I’ve been speaking to our very own Chris [CC_Star] about this recently – how we feel about Killzone 2’s online modes, and whether for us the experience has died down somewhat. On a personal note, due to other distractions and commitments I’ve not even had the disk in the slot since the TSA Clan was formed; and whilst the Clan is still going strong we’ve now handed control over to one of our regular visitors simply because nobody here at TheSixthAxis really has the time or inclination to invest in that side of the game any more.
“I’ve been nothing but disappointed with it from the start,” says Chris. “I was lucky enough to pick the game up a week before the release date, and obviously the multiplayer servers weren’t live then so it was single player only for the first few days.” Most PS3 fans got a great deal out of the main storyline, but not Chris. ” I got bored by even the end of the first mission,” he said. “The whole grittiness of grinding your way through each level, and fighting for every single yard may be great for realism but made for quite a dull gaming experience, the only reason I kept the game and didn’t stick it on eBay was the promise of the multiplayer game.”

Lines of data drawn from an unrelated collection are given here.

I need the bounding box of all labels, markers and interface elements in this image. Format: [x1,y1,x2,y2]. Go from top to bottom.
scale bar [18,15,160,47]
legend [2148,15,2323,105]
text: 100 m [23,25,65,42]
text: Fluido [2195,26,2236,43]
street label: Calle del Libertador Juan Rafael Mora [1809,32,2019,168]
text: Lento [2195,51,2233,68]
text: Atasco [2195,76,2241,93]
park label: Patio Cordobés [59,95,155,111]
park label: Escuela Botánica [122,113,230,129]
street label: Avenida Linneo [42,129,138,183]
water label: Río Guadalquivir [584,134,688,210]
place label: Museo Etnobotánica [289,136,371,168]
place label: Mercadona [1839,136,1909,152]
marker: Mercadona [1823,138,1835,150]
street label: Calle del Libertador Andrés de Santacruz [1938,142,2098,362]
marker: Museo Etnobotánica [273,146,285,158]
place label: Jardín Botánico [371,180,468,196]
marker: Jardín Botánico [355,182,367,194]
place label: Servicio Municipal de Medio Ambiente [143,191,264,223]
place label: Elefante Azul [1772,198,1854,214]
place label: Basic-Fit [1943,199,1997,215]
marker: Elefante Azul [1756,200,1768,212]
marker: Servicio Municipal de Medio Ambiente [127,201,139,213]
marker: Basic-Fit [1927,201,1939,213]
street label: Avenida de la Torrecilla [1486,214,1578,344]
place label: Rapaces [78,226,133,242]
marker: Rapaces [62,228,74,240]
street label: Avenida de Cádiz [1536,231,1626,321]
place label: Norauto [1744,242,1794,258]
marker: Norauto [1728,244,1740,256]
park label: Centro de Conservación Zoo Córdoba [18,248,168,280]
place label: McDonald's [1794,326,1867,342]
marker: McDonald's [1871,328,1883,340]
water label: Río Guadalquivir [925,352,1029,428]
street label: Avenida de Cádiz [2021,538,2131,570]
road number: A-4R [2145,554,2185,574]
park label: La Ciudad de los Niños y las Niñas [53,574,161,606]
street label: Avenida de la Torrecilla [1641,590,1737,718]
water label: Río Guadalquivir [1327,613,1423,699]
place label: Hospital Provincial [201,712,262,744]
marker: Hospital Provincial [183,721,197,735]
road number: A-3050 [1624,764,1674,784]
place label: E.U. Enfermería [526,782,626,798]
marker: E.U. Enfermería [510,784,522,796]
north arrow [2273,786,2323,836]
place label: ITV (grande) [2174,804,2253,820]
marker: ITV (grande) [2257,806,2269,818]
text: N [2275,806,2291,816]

The trouble with class-based multiplayer games like Killzone 2, Call of Duty 4 et al is that if you don’t keep playing, no amount of inherent skill will keep you up there with those that are happy stat grinding – once they’ve got the best perks and the biggest guns, even the most able of gamers won’t be able to compete. Ultimately, then, a month or two down the line, the only people that are playing are the top level Generals. “I think the multiplayer game is about as good as it gets when you are starting at the beginning as a Private, if you are playing against
players of the same rank, the only downside is the lack of weapons. To get more weapons you have to rank up, and this I believe is a flaw, The early playthoughs become a stat-fest, where figures are more important than having fun.”
This isn’t subjective, this is the facts. The early bot-filled matches are clear evidence of this: people running around for hours taking out low-class AI soldiers just to boost their rankings and thus achieve the upper classes in the game. “Once you start ranking up and gaining abilities and weapons the game reveals a bit more of itself to you, but I found even when you selected the options to only play against people of the same rank, there were players of practically all ranks, I remember just gaining the medic ability, and all of a sudden I was being shot by saboteurs, the matchmaking system was broken.”

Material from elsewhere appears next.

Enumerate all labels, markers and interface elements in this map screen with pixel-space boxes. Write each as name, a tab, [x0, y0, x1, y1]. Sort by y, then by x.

The saboteur is, in this writers opinion, a ridiculous idea, and one that should have remained on the cutting room floor. This is the class that can pretend to be someone on the opposing team and sneak around undetected killing at leisure. Get one in your own spawn area and it can be a nightmare. “Yeah,” agrees Chris, “and everyone spawns on top of each other, rather than spawning anywhere in a given area: pretty much everyone spawns in a room, this makes it very easy for your whole side to get pinned in, or for your team to pin in the opposing team, making it impossible to get on with the game.”

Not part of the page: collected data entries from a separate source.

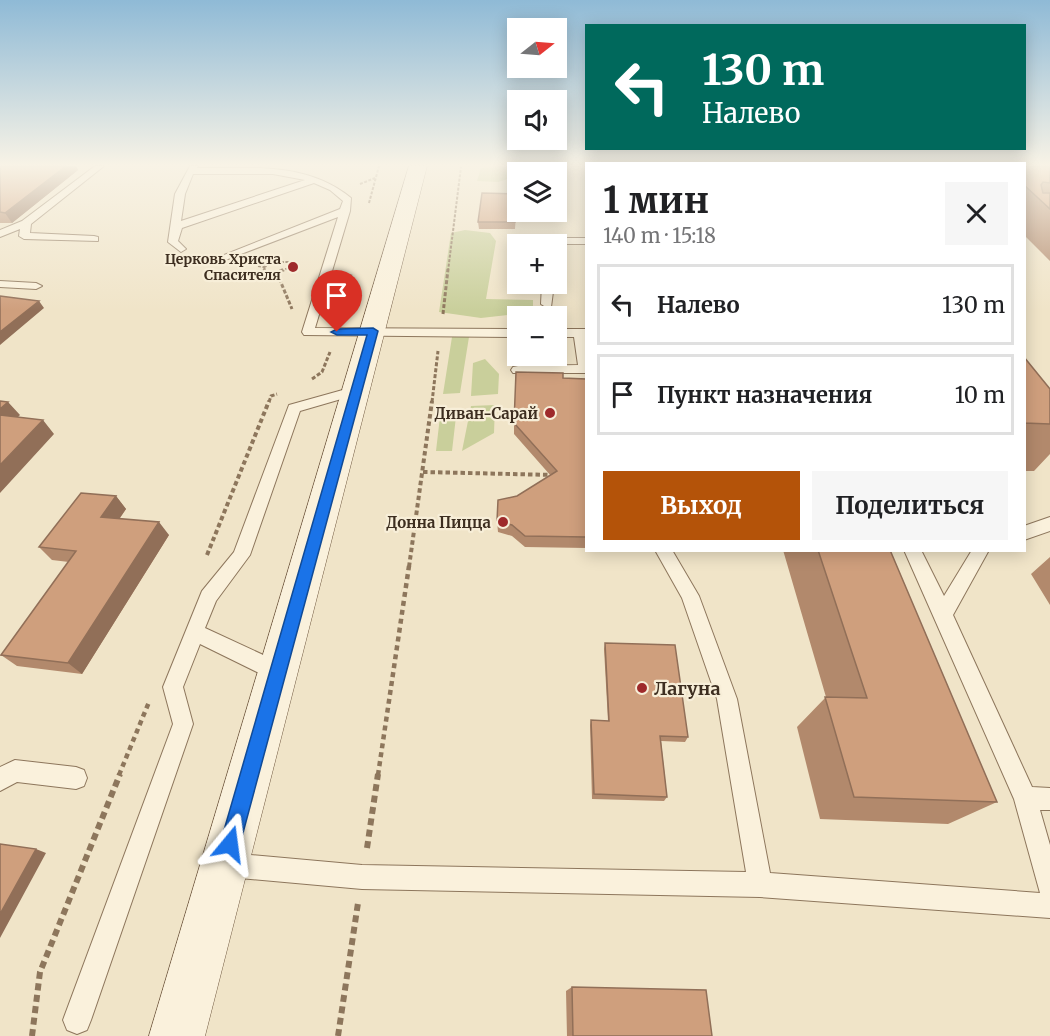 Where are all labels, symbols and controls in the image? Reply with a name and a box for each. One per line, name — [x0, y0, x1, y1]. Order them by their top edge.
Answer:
north arrow — [507, 18, 567, 78]
map controls — [507, 18, 567, 366]
text: 130 m — [702, 44, 824, 96]
icon: left — [603, 48, 681, 126]
button: sound — [507, 90, 567, 150]
text: Налево — [702, 96, 800, 130]
button: layers — [507, 162, 567, 222]
text: 1 мин — [603, 178, 709, 223]
button: close — [945, 182, 1008, 245]
text: 140 m · 15:18 — [603, 223, 716, 248]
button: + — [507, 234, 567, 294]
place label: Церковь Христа Спасителя — [165, 250, 281, 284]
marker: Церковь Христа Спасителя — [286, 260, 300, 274]
pin — [311, 270, 362, 332]
icon: arrive — [320, 279, 353, 312]
icon: left — [606, 288, 639, 321]
text: Налево — [657, 291, 740, 319]
text: 130 m — [942, 291, 1005, 319]
button: − — [507, 306, 567, 366]
icon: arrive — [606, 378, 639, 411]
text: Пункт назначения — [657, 381, 872, 409]
text: 10 m — [955, 381, 1005, 409]
place label: Диван-Сарай — [434, 404, 538, 423]
marker: Диван-Сарай — [543, 406, 557, 420]
button: Выход — [603, 471, 800, 540]
button: Поделиться — [812, 471, 1008, 540]
place label: Донна Пицца — [386, 513, 492, 532]
marker: Донна Пицца — [496, 515, 510, 529]
place label: Лагуна — [654, 677, 720, 700]
marker: Лагуна — [635, 681, 649, 695]
position arrow — [198, 812, 262, 876] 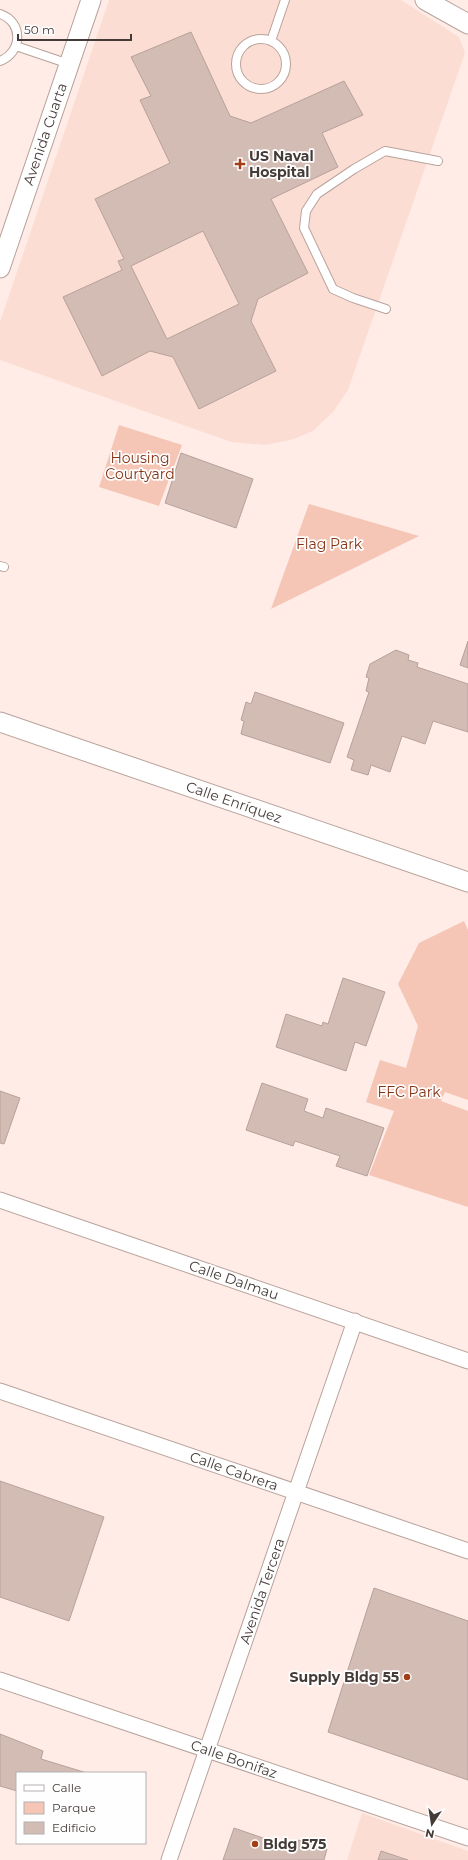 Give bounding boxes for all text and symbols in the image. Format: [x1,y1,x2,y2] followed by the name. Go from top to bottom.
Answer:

And if both teams aren’t doing this,everyone just races to a map’s choke point. “Everytime you play it just appears to follow the same pattern, there is so little variety to the game, that I can’t even be arsed to change the disks over to put it in.” So what does it need? “Some new larger maps possibly with a variety of vehicles and not just a jeep, or even that crappy handling tank that appears to be tacked on to the SP campaign.” We get the idea of the classes, but the whole system is flawed for anyone but the most determined and is actually quite off-putting to casual online gamers like myself. If you’re only going to buy one game this year and you’ve got the time to dedicate to it, issues aside, Killzone 2 might be right up your street but for everyone else it could well be just a fleeting visit.